Last year, two men showed up in Benson, Ariz., a small desert town 60 miles from the Mexico border, offering a deal.
Glenn Nichols, the Benson city manager, remembers the pitch.
“The gentleman that’s the main thrust of this thing has a huge turquoise ring on his finger,” Nichols said. “He’s a great big huge guy and I equated him to a car salesman.”
What he was selling was a prison for women and children who were illegal immigrants.
“They talk [about] how positive this was going to be for the community,” Nichols said, “the amount of money that we would realize from each prisoner on a daily rate.”
But Nichols wasn’t buying. He asked them how would they possibly keep a prison full for years — decades even — with illegal immigrants?
“They talked like they didn’t have any doubt they could fill it,” Nichols said.
That’s because prison companies like this one had a plan — a new business model to lock up illegal immigrants. And the plan became Arizona’s immigration law.
There is something very wrong with people hoping to make money off of putting children in prison. There is something wrong with people making money off of putting anyone in prison.
This is all a part of the problems with “privatizing” activities that should be the responsibility of government. With the profit incentive, they tend to perpetuate their existence.
So, if prisons are to be profitable, then they need a steady stream of prisoners. That leads to changing laws to hike up the penalties for minor crimes.
If security firms like Blackwater are to make a profit, they need the U.S. to be engaged in decades long conflicts in other countries. (You know that American citizens — especially the teabagger types — would never submit to what Blackwater has done to the Iraqi or Afghan people, so Blackwater must profit from tax dollars through their actions in other countries.)
Yes, let’s privatize everything.
Businesses fail or get bought out by other companies. We could let our government fail. But wait, the one time, every time that our government got into a situation that a similarly run company failed, we would stop it from failing? Or would the government be the one company that never failed. Maybe like Ford? Or AT&T? Or Southwestern Bell?
Should our government be run like a business?
Who should make sure that you don’t get cheated? You know that in business, if you aren’t cheating, you aren’t trying.
Who should make sure that you don’t get hurt? Let’s go back to the 1800’s and let everything go — Ebola here we come!
And while we are running our government like a business, let’s run the judicial branch like that as well. Under-performing judges get fired. Clarence Thomas would be first on the list. And no more life time appointments. Let the market decide who should be on the SCOTUS. And why have anyone recuse themselves? If the market supports them, they should be allowed to judge those cases.
And in the end, profit wins. A few win.
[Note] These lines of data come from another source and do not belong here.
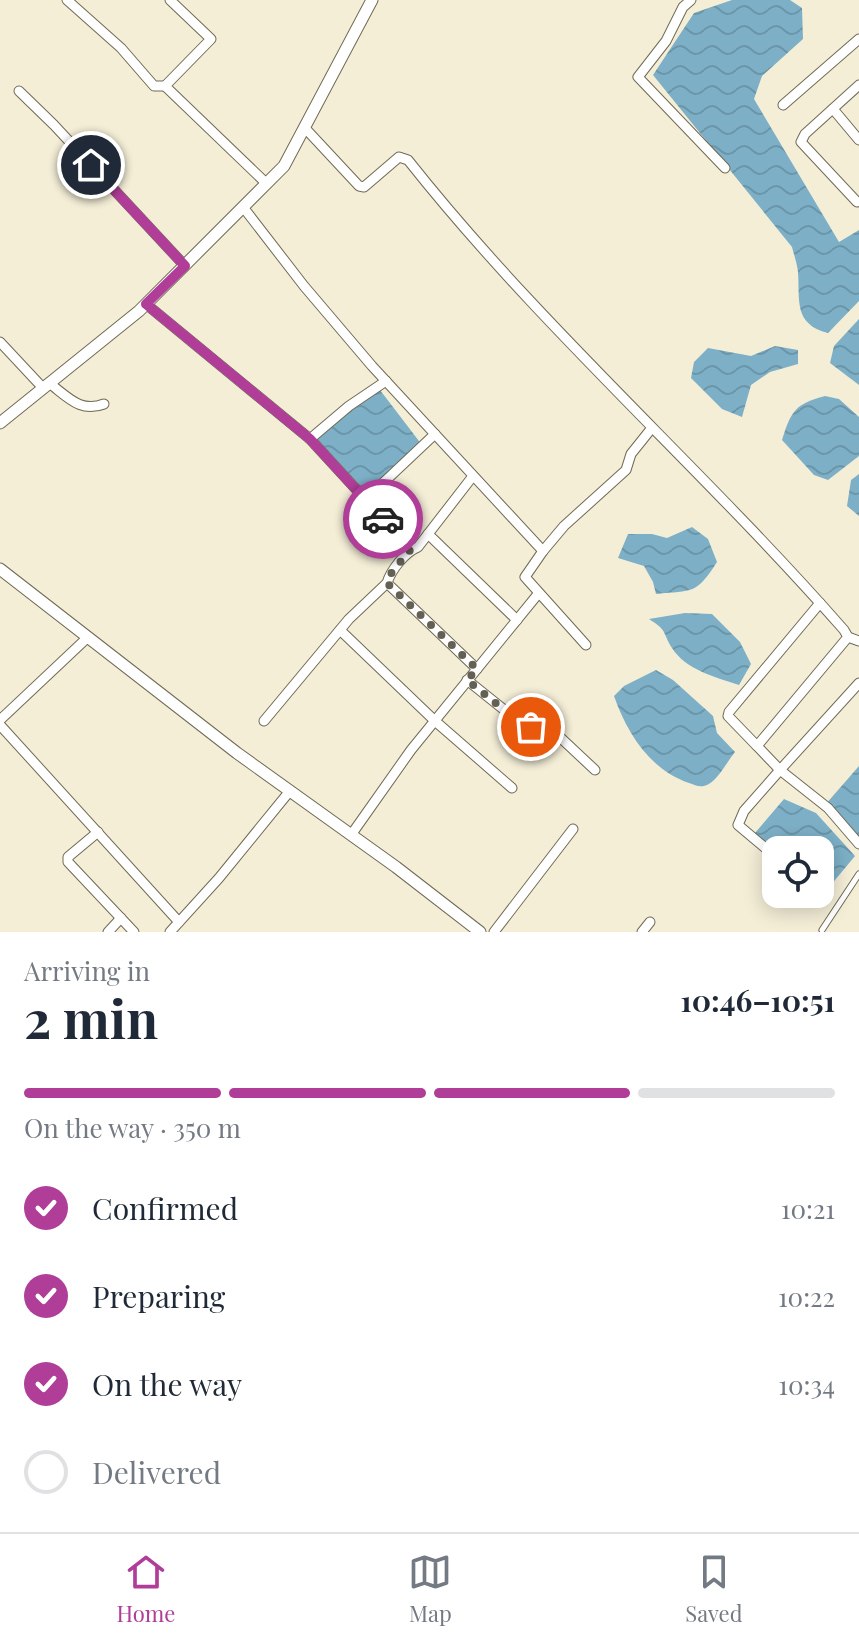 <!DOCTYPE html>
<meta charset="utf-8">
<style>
body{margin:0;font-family:"Playfair Display",serif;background:#f2f2f3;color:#1f2937;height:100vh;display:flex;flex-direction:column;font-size:30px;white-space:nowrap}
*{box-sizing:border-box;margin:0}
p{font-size:26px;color:#747a83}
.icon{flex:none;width:44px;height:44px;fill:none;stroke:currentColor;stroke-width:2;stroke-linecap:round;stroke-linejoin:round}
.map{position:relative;height:932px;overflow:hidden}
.drawer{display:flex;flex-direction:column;background:#fff;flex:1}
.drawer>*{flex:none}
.fabs{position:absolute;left:762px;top:836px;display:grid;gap:16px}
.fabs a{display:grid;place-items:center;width:72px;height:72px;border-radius:16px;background:#fff;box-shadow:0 4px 20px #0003;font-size:40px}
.pin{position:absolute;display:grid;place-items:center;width:68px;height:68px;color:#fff;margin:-34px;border:4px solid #fff;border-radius:50%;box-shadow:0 2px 8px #0007}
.courier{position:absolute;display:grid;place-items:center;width:80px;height:80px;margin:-40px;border:6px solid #b03d98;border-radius:50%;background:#fff;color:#222;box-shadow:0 2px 10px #0007}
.summary em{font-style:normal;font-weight:700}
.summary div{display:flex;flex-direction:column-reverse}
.summary{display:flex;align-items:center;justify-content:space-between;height:136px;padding:0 24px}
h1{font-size:52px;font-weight:700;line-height:60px}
.bar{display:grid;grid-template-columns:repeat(4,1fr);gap:12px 8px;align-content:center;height:96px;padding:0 24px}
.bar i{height:10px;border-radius:6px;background:#e0e1e3}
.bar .active{background:#b03d98}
.bar p{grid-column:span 4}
ol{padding:0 24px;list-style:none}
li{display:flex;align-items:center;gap:24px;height:88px}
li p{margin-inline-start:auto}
li .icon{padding:8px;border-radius:50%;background:#b03d98;color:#fff;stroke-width:4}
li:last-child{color:#747a83}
li i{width:44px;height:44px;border:4px solid #e0e1e3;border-radius:50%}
.menu{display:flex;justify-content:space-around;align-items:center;height:112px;border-top:2px solid #e0e1e3;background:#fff;font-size:22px;color:#747a83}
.menu a{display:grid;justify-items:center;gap:4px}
.menu .active{color:#b03d98}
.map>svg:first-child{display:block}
</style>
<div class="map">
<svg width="859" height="932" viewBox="0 0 859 932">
<defs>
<pattern id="water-waves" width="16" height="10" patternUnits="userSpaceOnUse" patternTransform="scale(2)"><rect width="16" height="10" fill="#7db0c7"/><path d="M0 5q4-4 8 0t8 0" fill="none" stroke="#6b96aa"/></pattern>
</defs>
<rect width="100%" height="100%" fill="#f4eed7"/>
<!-- water -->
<g fill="url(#water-waves)">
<path d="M732 0H790L802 8 803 39 762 76 754 99 839 242 859 230V301L828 333C793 324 800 300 798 272 797 263 794 255 792 247L653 75 694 13Z"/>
<path d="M859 319V385L830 363 834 346Z"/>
<path d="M775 346 798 350V364L770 372 751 385 742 417 722 409 691 378 694 362 708 348 751 356Z"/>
<path d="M380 390 422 445 364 498 314 443 317 436Z"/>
<path d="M825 396 839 399 859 417V456L828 480 814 475 782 440C791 411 795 404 825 396Z"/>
<path d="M859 474V516L847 506 851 480Z"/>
<path d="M692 527 708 539 717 562C696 595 693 590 656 594L653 582 644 566 618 558 628 534H652L667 538Z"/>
<path d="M685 613 712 614 740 642 751 664 739 685C715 677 686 670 672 648 662 632 668 631 649 619Z"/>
<path d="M656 670 673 680 713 716 717 733 735 752C727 762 717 781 707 785 700 788 695 785 689 783 650 770 627 733 614 696L624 686Z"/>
<path d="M859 766V840L825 805Z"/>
<path d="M784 799 816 813 855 856 825 892 820 887V850L776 851 755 833Z"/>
</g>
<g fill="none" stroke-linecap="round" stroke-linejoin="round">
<defs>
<path id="service" d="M822 930 859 874"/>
<g id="minor">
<path d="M67 0 121 48 154 86H165"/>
<path d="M170 0 211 39 165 86 267 184"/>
<path d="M691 0 683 7 666 41 638 77 725 168"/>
<path d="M19 91 54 125 185 266"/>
<path d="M783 105 859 39"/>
<path d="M833 109 859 140"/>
<path d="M304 127 359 186 364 187 399 157 408 160C541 328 703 469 844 630L848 637 757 746 780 770 744 811 738 825 776 857"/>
<path d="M857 202 801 142 805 134 859 85"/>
<path d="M243 207 304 286 372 366 543 551 564 526 626 470 631 454 651 429"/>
<path d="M146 304 310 439 411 549"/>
<path d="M0 342 43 388"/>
<path d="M49 383C68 397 80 413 104 404"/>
<path d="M310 439 349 406 386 381"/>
<path d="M365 500 435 434"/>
<path d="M428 534 517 620"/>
<path d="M543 551 525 577 586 645"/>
<path d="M387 583 477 669"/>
<path d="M340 630 435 721 512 788"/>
<path d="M848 637 859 641"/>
<path d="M467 680 523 725 531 727 539 723 547 725 595 770"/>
<path d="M859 683 780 770 828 808 859 844"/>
<path d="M0 720 87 638"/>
<path d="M264 721 349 619 387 583C391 570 405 552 418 547L473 476"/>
<path d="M0 725 179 922"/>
<path d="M757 746 728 716 729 712 820 603"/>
<path d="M98 832 68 857V862L134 932"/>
<path d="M351 835 411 750 538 594"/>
<path d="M108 932 121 918"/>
<path d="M170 932 219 878 289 792"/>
<path d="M494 932 573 829"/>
<path d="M642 932 650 922"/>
</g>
<g id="tertiary">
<path d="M0 423 139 311 284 166 372 0"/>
<path d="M0 569 237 753 396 867 480 932"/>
</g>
</defs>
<!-- service casing -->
<use href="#service" stroke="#706a56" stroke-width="7"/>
<!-- minor casing -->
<use href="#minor" stroke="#706a56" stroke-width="11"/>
<!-- tertiary casing -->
<use href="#tertiary" stroke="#706a56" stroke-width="13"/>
<!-- service -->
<use href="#service" stroke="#fff" stroke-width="5"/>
<!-- minor -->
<use href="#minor" stroke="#fff" stroke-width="9"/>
<!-- tertiary -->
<use href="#tertiary" stroke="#fff" stroke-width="11"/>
</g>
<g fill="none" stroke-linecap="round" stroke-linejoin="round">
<!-- done -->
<path stroke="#646154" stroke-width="8" stroke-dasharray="0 14.4" d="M383 519 411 549 389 576 387 583 477 669 467 680 523 725 531 727"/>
<!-- route -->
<path stroke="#b03d98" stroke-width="10" d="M91 165 185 266 146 304 310 439 383 519"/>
</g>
</svg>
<div class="fabs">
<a><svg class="icon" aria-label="locate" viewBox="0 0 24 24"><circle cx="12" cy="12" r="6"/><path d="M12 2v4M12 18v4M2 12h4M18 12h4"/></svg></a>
</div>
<div class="pin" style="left:531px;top:727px;background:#ea580c"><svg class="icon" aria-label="bag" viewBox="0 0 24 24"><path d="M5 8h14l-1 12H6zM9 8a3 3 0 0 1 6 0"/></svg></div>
<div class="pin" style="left:91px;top:165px;background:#1f2937"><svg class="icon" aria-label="home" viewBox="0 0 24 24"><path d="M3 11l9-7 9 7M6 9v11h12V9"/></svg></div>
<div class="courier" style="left:383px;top:519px"><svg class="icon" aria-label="car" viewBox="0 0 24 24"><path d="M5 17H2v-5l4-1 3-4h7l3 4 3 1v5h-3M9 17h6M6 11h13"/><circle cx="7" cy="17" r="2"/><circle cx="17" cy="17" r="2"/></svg></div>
</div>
<section class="drawer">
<div class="summary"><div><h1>2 min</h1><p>Arriving in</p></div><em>10:46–10:51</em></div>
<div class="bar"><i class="active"></i><i class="active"></i><i class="active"></i><i></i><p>On the way · 350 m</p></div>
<ol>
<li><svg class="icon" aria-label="check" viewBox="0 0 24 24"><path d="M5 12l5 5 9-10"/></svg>Confirmed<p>10:21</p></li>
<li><svg class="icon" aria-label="check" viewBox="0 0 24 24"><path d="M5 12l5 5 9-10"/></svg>Preparing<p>10:22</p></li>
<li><svg class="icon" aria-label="check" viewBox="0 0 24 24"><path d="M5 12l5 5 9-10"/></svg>On the way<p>10:34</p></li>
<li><i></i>Delivered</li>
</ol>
</section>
<nav class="menu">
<a class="active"><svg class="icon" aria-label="home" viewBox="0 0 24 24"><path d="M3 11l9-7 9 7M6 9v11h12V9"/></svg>Home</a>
<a><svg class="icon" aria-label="map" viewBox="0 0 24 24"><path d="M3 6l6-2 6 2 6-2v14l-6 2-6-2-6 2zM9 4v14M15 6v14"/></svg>Map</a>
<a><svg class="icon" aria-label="saved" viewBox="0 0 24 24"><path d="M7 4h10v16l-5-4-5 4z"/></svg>Saved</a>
</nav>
The idea that somehow we all win is not in the cards in this scenario. In business, someone must lose. Everyone knows that. In business, everything is a competition. Competition means there are losers.
But in governing a country, we have to help the losers. We have to. For far too long this idea that business sense will work for government has crept in and it is a powerful thing to fight against.
It’s the essence of the exchange between then candidate Obama and that infamous Joe. It’s also the essence of what that other Joe told me (though he was wrong, again): you lose.
It doesn’t afford for people who aren’t ambitious. It doesn’t afford for people who are disabled. It doesn’t afford for people who are different from the norm.
This way of governing is not what the Republicans have brought, nor what they believe in. Quite the contrary. As with the Arizona bill, the business model people want to get to all that tax money — whether it is through the prison system, defense, or education — they want that money.
That’s why the teabaggers will never win. They want to de-criminalize pot. Sorry, it’s too profitable to put people in prison. They are isolationists, but the Blackwater types and defense contractors won’t let them cut off their government teat. And lastly, Republicans, especially the Bush family, want to make money off of education, so the Department of Education won’t be abolished, as long as the Bush family is making money off of it.
This has been the most ridiculous election I have ever seen. And the fact that the post-election analysis has neglected to look at the record amount of money spent — how could it be that all that money didn’t generate jobs? How? The same people who give the money get the money. It’s a closed system.
I want to say we are screwed, but I still have hope.